When using wildcard replacement using subpattern references, a situation may arise where the mask is immediately followed by a number.

In this case, notation like \\n results in an error: a reference to the first subpattern followed by the number 1 will be written as \\11 , which will be interpreted as a reference to the eleventh subpattern.

The first three parameters of preg_replace() can be one-dimensional arrays. In case the array uses keys, when processing the array they will be taken in the order in which they are located in the array.


Specifying the keys in the array for pattern and replacement is optional.

If you do decide to use indexes to match the patterns and strings involved in the replacement, use the ksort() function on each of the arrays.

If you do decide to use indexes to match the patterns and strings involved in the replacement, use the ksort() function on each of the arrays.
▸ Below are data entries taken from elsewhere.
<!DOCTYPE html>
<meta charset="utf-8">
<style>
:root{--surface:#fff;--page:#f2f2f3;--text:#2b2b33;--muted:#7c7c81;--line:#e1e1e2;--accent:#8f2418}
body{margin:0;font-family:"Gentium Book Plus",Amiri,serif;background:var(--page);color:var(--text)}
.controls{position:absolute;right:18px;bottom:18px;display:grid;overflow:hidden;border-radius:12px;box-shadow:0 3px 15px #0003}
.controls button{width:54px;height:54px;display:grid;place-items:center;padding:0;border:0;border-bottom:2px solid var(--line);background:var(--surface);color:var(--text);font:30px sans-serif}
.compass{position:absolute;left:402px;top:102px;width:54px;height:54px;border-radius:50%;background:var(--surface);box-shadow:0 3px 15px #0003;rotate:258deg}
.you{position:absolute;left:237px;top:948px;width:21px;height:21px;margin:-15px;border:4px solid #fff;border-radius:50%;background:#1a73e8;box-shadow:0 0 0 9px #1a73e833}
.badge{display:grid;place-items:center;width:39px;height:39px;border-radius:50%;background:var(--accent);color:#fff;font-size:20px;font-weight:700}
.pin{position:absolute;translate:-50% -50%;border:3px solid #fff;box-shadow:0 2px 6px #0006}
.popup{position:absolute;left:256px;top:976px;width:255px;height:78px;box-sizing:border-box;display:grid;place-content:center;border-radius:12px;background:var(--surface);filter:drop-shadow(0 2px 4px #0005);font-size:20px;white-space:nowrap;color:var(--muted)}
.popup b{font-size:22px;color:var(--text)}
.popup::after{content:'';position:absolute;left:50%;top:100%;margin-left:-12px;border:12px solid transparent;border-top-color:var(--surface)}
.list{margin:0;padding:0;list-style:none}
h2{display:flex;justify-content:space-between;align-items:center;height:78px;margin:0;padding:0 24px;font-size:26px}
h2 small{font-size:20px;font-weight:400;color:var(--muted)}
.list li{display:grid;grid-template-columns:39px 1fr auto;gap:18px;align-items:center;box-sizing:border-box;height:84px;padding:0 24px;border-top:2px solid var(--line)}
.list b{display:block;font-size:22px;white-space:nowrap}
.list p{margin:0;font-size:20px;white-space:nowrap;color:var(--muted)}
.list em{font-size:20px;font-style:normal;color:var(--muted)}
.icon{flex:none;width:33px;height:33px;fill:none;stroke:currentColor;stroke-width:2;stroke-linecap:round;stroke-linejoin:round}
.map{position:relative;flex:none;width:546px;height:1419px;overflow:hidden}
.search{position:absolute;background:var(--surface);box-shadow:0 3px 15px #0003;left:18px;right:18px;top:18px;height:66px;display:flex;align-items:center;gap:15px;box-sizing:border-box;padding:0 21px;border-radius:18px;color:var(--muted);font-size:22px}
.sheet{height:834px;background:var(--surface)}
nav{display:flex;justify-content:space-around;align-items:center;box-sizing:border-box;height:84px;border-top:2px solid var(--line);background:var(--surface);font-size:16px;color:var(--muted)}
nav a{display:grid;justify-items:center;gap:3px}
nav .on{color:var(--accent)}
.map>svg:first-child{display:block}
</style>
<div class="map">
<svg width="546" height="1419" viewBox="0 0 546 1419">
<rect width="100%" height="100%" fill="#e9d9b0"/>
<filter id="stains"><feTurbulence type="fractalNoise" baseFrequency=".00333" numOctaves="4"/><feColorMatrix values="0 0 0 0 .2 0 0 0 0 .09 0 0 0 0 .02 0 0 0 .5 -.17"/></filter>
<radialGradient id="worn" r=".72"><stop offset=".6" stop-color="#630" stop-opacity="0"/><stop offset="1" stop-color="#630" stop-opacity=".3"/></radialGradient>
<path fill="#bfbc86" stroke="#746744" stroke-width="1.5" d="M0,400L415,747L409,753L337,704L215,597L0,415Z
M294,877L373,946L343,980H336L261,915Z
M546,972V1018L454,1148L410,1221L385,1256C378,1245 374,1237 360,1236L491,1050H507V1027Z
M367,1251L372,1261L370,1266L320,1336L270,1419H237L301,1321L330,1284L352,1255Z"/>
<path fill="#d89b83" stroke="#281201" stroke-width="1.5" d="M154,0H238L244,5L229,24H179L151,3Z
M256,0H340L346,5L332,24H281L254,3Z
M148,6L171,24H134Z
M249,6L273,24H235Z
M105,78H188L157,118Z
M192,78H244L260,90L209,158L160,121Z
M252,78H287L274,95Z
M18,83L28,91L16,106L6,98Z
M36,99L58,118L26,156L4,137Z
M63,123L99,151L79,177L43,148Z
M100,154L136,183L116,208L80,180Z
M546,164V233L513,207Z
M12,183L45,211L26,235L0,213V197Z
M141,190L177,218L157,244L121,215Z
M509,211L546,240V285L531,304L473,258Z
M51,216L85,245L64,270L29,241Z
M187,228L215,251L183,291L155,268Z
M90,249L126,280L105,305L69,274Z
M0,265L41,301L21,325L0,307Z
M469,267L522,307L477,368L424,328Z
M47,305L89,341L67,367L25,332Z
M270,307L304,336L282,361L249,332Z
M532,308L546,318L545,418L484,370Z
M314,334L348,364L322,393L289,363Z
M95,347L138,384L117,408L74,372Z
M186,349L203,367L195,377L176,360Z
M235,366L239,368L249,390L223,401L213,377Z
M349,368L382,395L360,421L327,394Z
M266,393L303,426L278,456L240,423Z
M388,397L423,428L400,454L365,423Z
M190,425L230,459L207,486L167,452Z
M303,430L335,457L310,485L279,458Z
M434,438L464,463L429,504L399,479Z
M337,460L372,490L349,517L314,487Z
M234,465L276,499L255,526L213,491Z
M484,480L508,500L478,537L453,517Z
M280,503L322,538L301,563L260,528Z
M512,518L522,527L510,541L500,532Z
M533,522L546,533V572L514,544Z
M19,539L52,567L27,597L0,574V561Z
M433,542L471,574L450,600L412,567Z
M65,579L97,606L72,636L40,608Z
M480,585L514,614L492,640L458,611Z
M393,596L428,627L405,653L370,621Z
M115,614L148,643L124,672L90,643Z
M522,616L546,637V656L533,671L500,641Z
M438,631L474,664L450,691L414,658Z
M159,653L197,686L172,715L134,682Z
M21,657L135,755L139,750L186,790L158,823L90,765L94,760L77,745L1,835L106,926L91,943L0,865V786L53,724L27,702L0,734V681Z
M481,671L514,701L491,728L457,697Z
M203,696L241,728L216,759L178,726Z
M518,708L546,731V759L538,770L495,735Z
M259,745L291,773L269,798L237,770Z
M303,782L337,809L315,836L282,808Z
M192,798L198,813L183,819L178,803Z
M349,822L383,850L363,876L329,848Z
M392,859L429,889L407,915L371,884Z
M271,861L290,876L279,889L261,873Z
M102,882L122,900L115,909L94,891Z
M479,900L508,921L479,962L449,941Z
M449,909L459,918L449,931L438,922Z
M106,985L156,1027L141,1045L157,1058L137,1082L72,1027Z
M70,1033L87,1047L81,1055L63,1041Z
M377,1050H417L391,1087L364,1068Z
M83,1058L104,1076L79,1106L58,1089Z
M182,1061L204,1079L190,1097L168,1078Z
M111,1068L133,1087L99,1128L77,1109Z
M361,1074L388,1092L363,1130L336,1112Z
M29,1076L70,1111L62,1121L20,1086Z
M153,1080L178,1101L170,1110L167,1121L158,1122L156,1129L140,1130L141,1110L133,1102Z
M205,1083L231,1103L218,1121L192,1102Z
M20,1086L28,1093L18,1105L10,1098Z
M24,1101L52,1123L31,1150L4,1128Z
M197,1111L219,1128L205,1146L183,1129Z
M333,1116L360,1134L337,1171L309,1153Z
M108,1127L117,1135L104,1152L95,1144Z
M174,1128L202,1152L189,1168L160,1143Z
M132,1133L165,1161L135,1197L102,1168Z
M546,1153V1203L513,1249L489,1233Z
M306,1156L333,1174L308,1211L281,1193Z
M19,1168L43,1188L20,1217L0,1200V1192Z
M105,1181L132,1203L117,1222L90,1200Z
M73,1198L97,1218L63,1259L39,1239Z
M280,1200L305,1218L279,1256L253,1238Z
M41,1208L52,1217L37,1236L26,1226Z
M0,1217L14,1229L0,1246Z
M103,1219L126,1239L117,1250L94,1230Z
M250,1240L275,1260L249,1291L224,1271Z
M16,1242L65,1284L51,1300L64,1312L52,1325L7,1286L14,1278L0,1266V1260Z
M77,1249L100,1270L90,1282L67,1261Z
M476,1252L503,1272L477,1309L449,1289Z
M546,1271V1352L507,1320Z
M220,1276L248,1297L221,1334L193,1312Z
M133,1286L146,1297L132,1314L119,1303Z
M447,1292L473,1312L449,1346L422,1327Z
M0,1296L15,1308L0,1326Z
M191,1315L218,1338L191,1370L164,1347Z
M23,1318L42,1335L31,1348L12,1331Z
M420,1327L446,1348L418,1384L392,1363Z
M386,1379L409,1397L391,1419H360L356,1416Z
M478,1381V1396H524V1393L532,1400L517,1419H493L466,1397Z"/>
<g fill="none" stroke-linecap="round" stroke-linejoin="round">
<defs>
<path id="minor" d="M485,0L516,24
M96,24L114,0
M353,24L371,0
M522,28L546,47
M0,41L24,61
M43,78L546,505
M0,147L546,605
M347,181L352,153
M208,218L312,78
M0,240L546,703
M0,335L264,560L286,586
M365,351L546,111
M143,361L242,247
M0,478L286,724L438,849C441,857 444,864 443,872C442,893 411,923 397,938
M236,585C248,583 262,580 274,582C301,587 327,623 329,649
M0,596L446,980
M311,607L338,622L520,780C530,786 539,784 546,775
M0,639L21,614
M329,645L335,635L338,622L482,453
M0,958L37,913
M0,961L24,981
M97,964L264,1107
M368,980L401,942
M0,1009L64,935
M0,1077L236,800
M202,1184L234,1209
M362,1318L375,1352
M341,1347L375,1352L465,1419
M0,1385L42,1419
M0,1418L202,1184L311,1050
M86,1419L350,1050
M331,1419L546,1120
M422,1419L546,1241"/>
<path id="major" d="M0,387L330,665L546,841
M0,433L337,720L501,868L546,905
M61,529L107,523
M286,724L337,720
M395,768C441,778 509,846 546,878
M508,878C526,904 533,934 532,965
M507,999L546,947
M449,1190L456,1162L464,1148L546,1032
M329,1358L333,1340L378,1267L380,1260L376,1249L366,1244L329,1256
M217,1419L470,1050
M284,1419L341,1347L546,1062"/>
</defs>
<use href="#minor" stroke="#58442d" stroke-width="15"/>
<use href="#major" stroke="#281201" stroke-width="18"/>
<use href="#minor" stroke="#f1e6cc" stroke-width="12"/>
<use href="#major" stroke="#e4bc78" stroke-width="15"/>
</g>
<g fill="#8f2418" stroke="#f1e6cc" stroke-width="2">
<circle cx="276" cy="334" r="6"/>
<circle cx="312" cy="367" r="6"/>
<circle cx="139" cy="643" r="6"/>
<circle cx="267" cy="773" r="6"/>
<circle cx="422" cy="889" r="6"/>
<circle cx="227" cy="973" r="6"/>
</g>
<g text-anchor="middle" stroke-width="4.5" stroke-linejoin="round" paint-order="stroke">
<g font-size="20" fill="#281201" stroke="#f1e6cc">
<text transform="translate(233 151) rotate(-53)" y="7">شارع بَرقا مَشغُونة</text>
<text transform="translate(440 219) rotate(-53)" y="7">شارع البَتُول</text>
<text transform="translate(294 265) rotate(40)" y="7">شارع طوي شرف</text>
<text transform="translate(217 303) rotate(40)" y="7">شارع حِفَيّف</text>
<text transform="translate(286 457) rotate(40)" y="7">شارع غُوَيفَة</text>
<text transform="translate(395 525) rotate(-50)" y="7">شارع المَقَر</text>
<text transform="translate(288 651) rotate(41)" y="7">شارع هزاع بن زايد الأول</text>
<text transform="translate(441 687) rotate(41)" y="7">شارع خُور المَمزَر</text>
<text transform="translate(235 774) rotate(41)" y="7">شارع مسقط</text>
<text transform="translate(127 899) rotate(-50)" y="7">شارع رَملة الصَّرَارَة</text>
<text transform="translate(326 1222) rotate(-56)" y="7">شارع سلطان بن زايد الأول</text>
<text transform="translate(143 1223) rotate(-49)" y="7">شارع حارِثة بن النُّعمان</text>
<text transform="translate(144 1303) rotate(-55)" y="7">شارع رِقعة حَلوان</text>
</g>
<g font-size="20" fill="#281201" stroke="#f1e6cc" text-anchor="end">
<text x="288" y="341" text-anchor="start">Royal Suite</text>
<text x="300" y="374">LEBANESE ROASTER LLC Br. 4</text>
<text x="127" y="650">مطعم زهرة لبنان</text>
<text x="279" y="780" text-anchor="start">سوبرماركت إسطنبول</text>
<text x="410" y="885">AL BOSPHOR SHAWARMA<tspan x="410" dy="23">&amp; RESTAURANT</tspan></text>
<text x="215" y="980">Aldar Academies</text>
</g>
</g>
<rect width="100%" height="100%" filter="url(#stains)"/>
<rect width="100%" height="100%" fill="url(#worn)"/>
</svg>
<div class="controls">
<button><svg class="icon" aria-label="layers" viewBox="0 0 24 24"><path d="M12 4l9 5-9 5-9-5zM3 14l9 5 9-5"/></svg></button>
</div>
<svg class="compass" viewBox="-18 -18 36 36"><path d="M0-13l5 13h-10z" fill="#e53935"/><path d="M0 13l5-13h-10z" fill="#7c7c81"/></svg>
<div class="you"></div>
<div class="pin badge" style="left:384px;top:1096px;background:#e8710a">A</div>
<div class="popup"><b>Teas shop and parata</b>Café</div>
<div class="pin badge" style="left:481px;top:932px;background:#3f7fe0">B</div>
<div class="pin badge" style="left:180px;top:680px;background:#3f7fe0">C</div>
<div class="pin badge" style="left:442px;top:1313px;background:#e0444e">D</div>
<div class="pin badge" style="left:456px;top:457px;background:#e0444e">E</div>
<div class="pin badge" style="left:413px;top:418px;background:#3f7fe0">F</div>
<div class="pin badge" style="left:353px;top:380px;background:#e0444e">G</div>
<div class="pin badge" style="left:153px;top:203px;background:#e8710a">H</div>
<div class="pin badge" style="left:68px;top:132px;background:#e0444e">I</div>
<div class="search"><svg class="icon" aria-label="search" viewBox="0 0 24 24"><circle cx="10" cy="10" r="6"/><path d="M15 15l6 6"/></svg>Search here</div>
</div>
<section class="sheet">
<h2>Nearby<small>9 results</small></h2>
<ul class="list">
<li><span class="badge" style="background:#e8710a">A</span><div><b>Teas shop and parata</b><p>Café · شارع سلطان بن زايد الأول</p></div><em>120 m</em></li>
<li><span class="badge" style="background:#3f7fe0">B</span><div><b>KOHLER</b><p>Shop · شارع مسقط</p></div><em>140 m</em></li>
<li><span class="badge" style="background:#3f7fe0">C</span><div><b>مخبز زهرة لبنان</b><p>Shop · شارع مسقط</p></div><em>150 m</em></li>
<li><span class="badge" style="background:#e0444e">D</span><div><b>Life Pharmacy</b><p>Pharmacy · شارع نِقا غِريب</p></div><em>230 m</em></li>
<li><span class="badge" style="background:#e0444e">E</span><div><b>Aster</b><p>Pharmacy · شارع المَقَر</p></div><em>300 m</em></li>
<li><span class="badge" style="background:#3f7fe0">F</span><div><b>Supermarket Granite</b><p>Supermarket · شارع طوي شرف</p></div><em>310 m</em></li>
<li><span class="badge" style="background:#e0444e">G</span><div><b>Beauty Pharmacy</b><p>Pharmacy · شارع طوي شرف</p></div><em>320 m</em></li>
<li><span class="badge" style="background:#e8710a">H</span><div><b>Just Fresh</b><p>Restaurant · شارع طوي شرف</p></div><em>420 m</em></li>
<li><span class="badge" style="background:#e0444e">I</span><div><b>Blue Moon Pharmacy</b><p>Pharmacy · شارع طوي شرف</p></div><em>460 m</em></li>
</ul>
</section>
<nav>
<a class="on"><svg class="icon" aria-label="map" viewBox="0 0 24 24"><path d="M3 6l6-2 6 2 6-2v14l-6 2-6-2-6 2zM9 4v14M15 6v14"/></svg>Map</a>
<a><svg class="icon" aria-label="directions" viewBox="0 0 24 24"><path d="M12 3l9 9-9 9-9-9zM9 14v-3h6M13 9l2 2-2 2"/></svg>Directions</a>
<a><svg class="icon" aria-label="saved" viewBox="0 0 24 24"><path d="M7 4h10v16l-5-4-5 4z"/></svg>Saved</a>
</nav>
Example 2: Using arrays with numeric indexes as arguments to preg_replace()

Result:

The slow black bear jumped over the lazy dog.

If the subject parameter is an array, pattern search and replacement are performed for each of its elements.


The returned result will also be an array.

If the pattern and replacement parameters are arrays, preg_replace() alternately retrieves a pair of elements from both arrays and uses them for the search and replace operation.

If the replacement array contains more elements than pattern , empty strings will be taken to replace the missing elements.


If pattern is an array and replacement is a string, each element of the pattern array will be searched and replaced with pattern (all elements of the array will be the pattern in turn, while the replacement string remains fixed).

The option when pattern is a string and replacement is an array does not make sense.

The /e modifier changes the behavior of the preg_replace() function in such a way that the replacement parameter, after performing the necessary substitutions, is interpreted as PHP code and only then is used for replacement. When using this modifier, be careful: the replacement parameter must contain valid PHP code, otherwise a syntax error will occur on the line containing the preg_replace() function call.

Example 3. Replacement using several patterns

This example will output:

Converts all HTML tags to uppercase

If this flag is specified, for each found substring its position in the source string will be indicated. It is important to remember that this flag changes the format of the returned data: each occurrence is returned in as an array, the zero element of which contains the found substring, and the first element contains the offset.

This flag is available in PHP 4.3.0 and higher. Additional parameter

flags is available since PHP 4.3.0.

The search is carried out from left to right, from the beginning of the line. The optional offset parameter can be used to specify an alternative starting position for the search. The additional offset parameter is available since PHP 4.3.3. ^ , $ Note: Using the offset parameter is not equivalent to replacing the matched string with substr($subject, $offset) when calling preg_match_all() , since pattern can contain conditions such as (? or

.

Compare:

While this example


The preg_match() function returns the number of matches found.